The defendant also moved to dismiss the complaint charging him with
storing flammable fluids without a license as required by G.L. c. 148, § 13, on
grounds we discuss later. The motion
judge denied all motions. A jury found
the defendant guilty on both complaints. (FN4)
The defendant appealed.
In the course
of the proceedings in the District Court, the defendant sought to obtain
interlocutory appellate consideration of the motion judge's rulings. The motion judge declined to make an
interlocutory report of the propriety of his rulings. A single justice of this court also declined
to grant interlocutory relief under G.L. c. 211, § 3. The defendant has appealed [402 Mass. 202] from the judgment denying him relief under G.L. c. 211, § 3. We consolidated his two appeals in this
court.
[1] 1. The
defendant argues that G.L. c. 140, §§ 66 and 67, lack standards
constitutionally adequate to regulate warrantless
searches of licensed premises. His
attack on the inspection statutes, which he describes as a facial one, rests
entirely on a claimed violation of the Fourth Amendment to the Constitution of
the United States concerning unreasonable searches and seizures. (FN5) The defendant's brief, filed in September, 1987, does not cite New
York v. Burger, 482 U.S. 691, 107 S.Ct. 2636, 96
L.Ed.2d 601 (1987), decided in June, 1987, which upheld against a Fourth
Amendment challenge a search of a junkyard that was conducted pursuant to a New
York statute that has many similarities to our Massachusetts statutes.
(FN6) We consider the relevant
Massachusetts statutes in light of the
Burger opinion.
The Burger case is the most recent of a
series of Supreme Court cases involving warrantless
administrative searches of various businesses.
See, in order, See v. Seattle, 387 U.S. 541, 87 S.Ct. 1737, 18 L.Ed.2d 943 (1967) (fire inspection of
commercial warehouse); Colonnade Catering Corp. v. United States,
397 U.S. 72, 90 S.Ct. 774, 25 L.Ed.2d 60 (1970)
(business premises of liquor licensee); United States v. Biswell,
406 U.S. 311, 92 S.Ct. 1593, 32 L.Ed.2d 87 (1972) (licensed
gun dealer's storeroom); Marshall[402
Mass. 203] v. Barlow's, Inc., 436 U.S. 307, 98 S.Ct. 1816, 56 L.Ed.2d 305 (1978) (OSHA inspections);
Donovan v. Dewey, 452 U.S. 594, 101 S.Ct.
2534, 69 L.Ed.2d 262 (1981) (inspection under Federal Mine Safety and Health
Act).
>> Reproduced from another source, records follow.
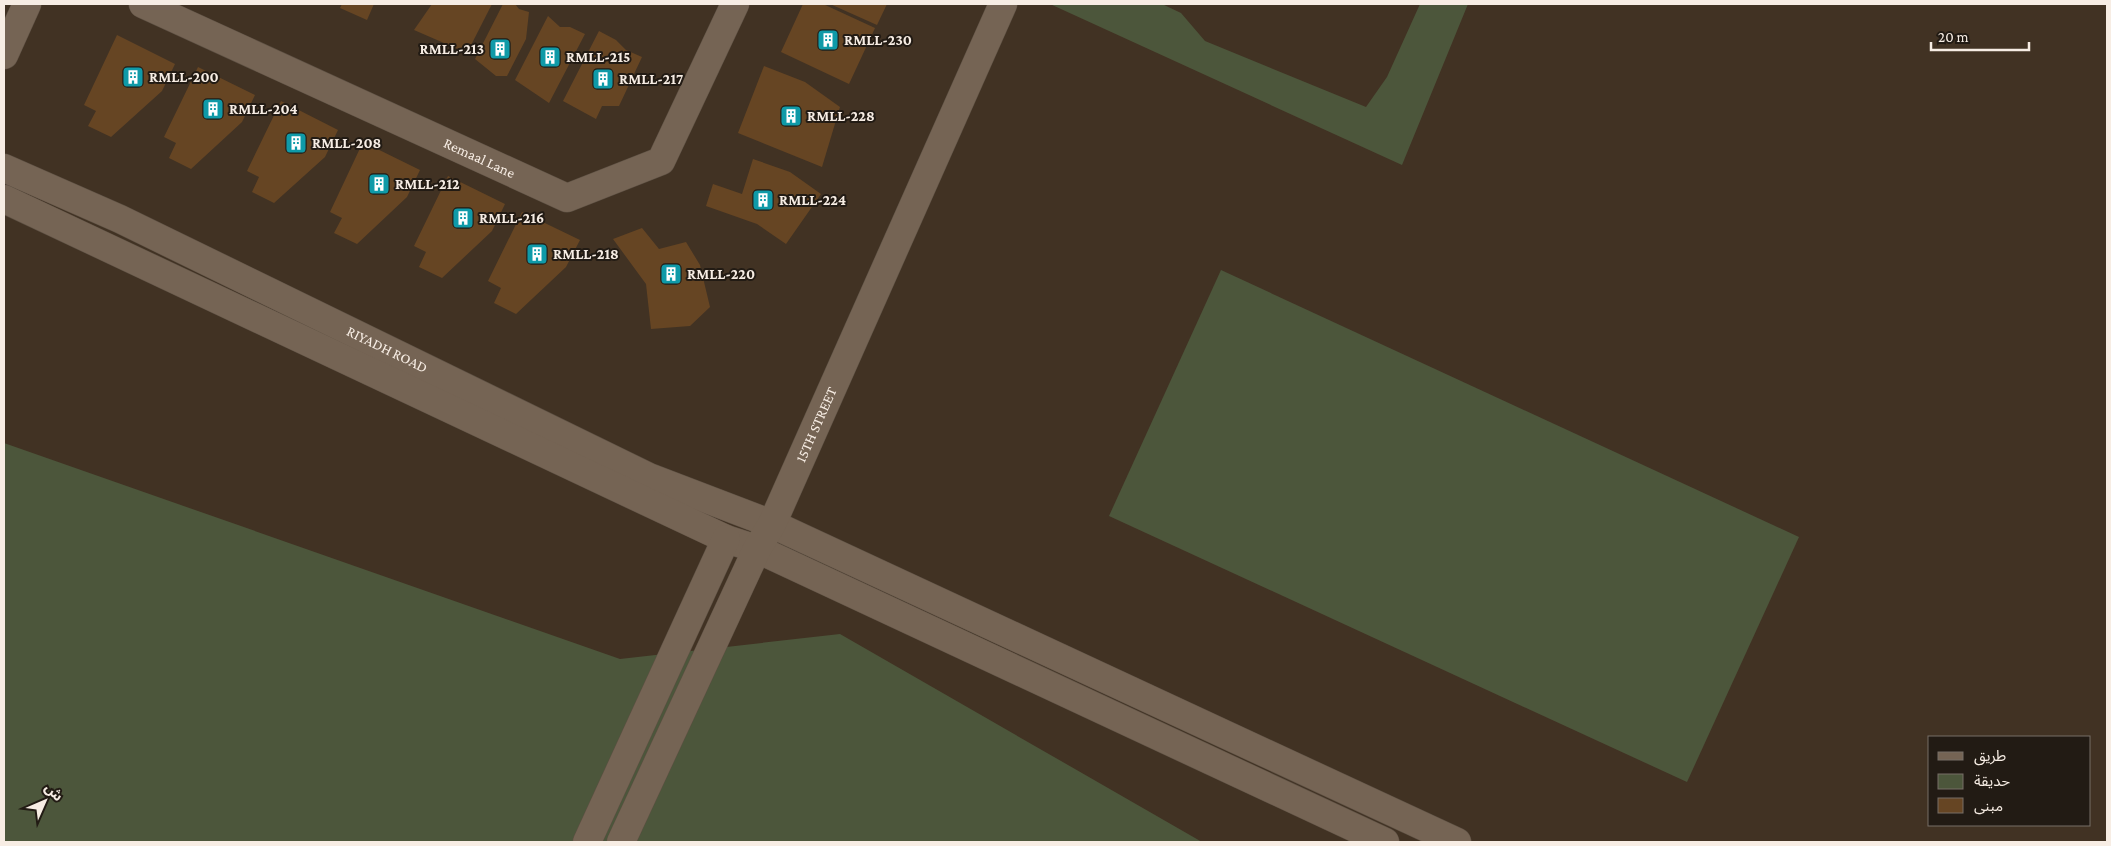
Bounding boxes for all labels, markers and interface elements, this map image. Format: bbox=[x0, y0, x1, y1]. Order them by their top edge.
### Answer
scale bar bbox=[1931, 20, 2028, 52]
building icon: RMLL-230 bbox=[816, 28, 840, 52]
text: 20 m bbox=[1938, 29, 1969, 45]
place label: RMLL-230 bbox=[844, 32, 912, 48]
building icon: RMLL-213 bbox=[488, 37, 512, 61]
place label: RMLL-213 bbox=[420, 41, 484, 57]
building icon: RMLL-215 bbox=[538, 45, 562, 69]
place label: RMLL-215 bbox=[566, 49, 630, 65]
building icon: RMLL-200 bbox=[121, 65, 145, 89]
building icon: RMLL-217 bbox=[591, 67, 615, 91]
place label: RMLL-200 bbox=[149, 69, 219, 85]
place label: RMLL-217 bbox=[619, 71, 683, 87]
building icon: RMLL-204 bbox=[201, 97, 225, 121]
place label: RMLL-204 bbox=[229, 101, 298, 117]
building icon: RMLL-228 bbox=[779, 104, 803, 128]
place label: RMLL-228 bbox=[807, 108, 875, 124]
building icon: RMLL-208 bbox=[284, 131, 308, 155]
place label: RMLL-208 bbox=[312, 135, 381, 151]
street label: Remaal Lane bbox=[441, 135, 518, 181]
building icon: RMLL-212 bbox=[367, 172, 391, 196]
place label: RMLL-212 bbox=[395, 176, 460, 192]
building icon: RMLL-224 bbox=[751, 188, 775, 212]
place label: RMLL-224 bbox=[779, 192, 846, 208]
building icon: RMLL-216 bbox=[451, 206, 475, 230]
place label: RMLL-216 bbox=[479, 210, 544, 226]
building icon: RMLL-218 bbox=[525, 242, 549, 266]
place label: RMLL-218 bbox=[553, 246, 619, 262]
building icon: RMLL-220 bbox=[659, 262, 683, 286]
place label: RMLL-220 bbox=[687, 266, 755, 282]
street label: RIYADH ROAD bbox=[344, 323, 430, 376]
street label: 15TH STREET bbox=[792, 384, 840, 465]
legend bbox=[1928, 736, 2091, 826]
text: طريق bbox=[1974, 748, 2006, 766]
text: حديقة bbox=[1974, 773, 2010, 789]
north arrow bbox=[20, 776, 70, 826]
text: ش bbox=[42, 779, 67, 804]
text: مبنى bbox=[1974, 798, 2003, 815]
The lesson of these cases is that
there is a right to inspect the premises of "closely regulated"
industries without a warrant in certain circumstances. See New
York v. Burger, supra 107 S.Ct. at 2642‑2644. The reasoning is that the licensed business
operator has a reduced expectation of privacy that is outweighed by the
government's need to conduct warrantless inspections
in particular circumstances. See id. at 2643. There is a further suggestion that a warrantless search conducted systematically and pursuant to
clear statutory or regulatory guidelines could be more easily tolerated because
there would be little or no room for arbitrary or discretionary decisions to
conduct particular searches. See
Donovan v. Dewey, supra 452 U.S. at 604, 101 S.Ct.
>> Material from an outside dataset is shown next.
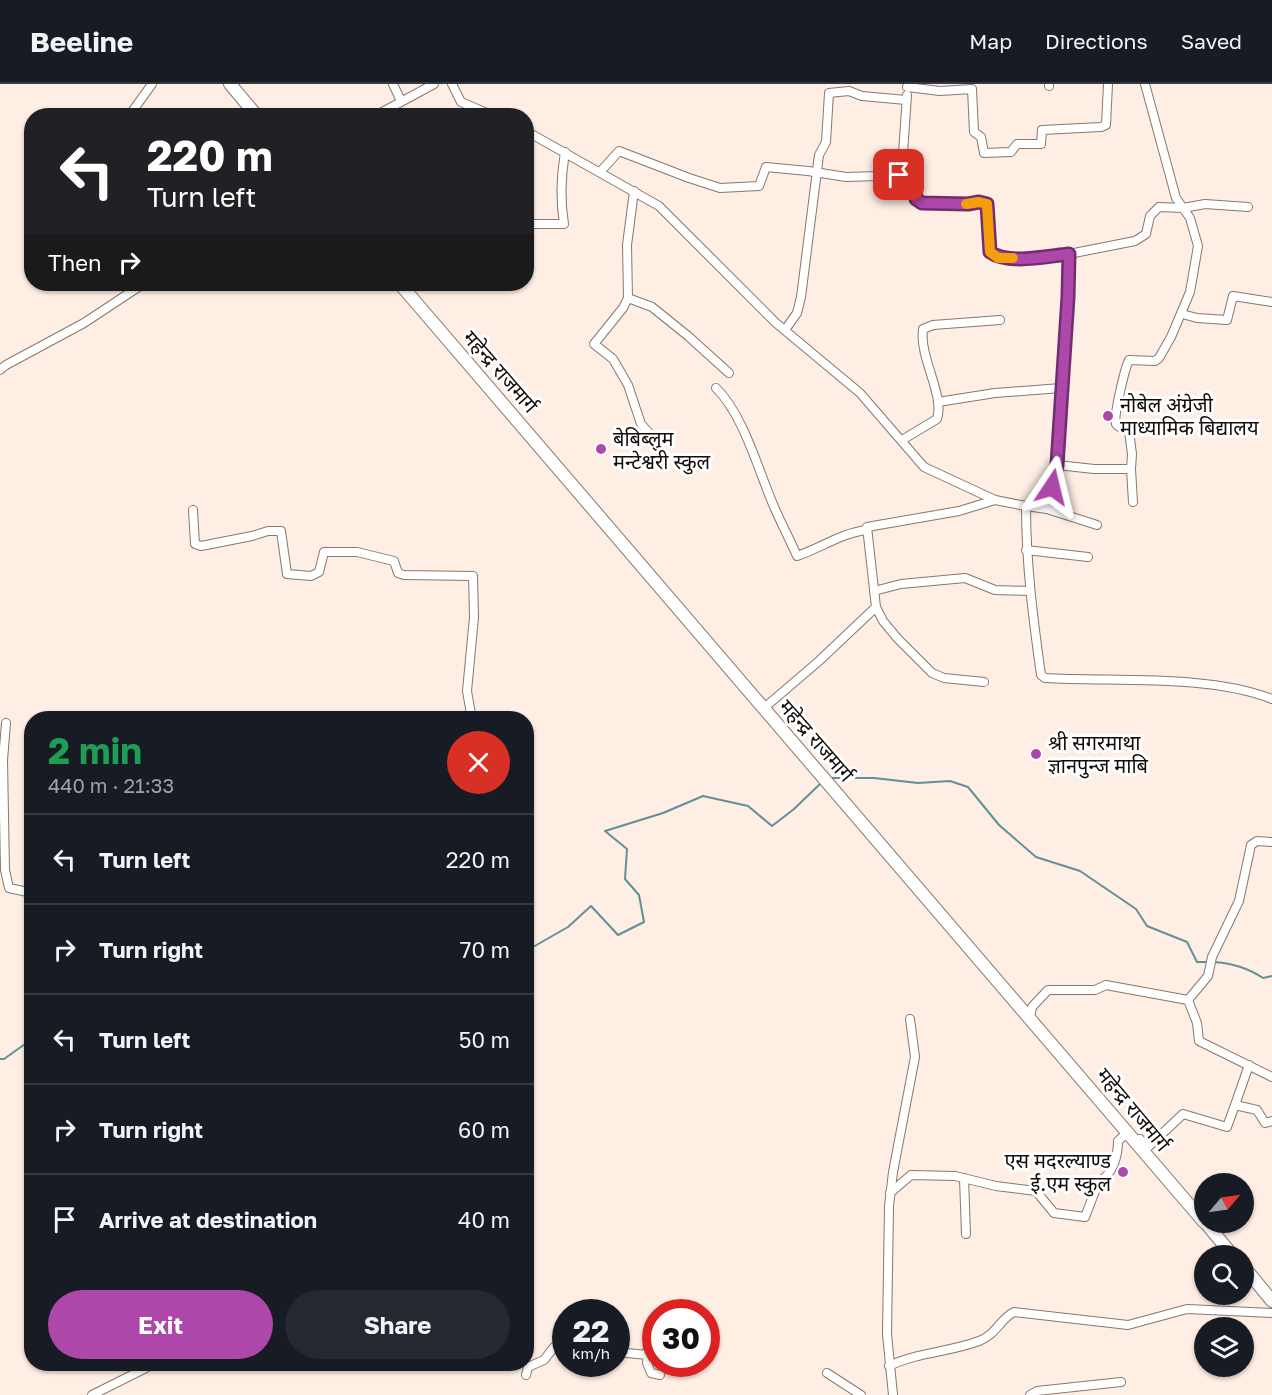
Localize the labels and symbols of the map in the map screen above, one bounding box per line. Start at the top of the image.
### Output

at 254 (inspection of all mines at defined frequencies). (FN7) In its
Burger opinion, the Supreme Court appears to be indifferent to the
circumstances that led to the search of the junkyard. See 107 S.Ct. at
2639 n. 2. (FN8)
The determination
that the junkyard operation considered in the Burger opinion (107 S.Ct. at 2644) was a
"closely regulated" business substantially forecloses any serious
argument before us that the defendant's body shop business was not closely
regulated for Fourth Amendment purposes.
But see id. at 2653 (Brennan, J., dissenting)
(questioning whether vehicle‑ dismantling is extensively regulated in New
York). Regulation under our statutes and
under the New York statute is very much the same.
[402 Mass. 204] We turn then to the Supreme Court's three criteria that must be
met to make reasonable such warrantless searches as
were conducted in this case and in the
Burger case. Id. at 2644, 2646. The
Burger opinion determines that, first, the State had a substantial interest
in regulating the vehicle‑dismantling and automobile‑junkyard
industry ( id. at 2646), and, second,
that the regulation of the industry reasonably serves the State's substantial
interest in eradicating automobile theft (
id. at 2647). On these points, we
see no distinction between this case and the
Burger case.
The third
criterion is that the statutory program, in terms of certainty and regularity
of its application, must provide a constitutionally adequate substitute for a
warrant.
Id. at 2644. The Court in the Burger case concluded that the New York
statute was a constitutionally adequate substitute for a warrant. Id.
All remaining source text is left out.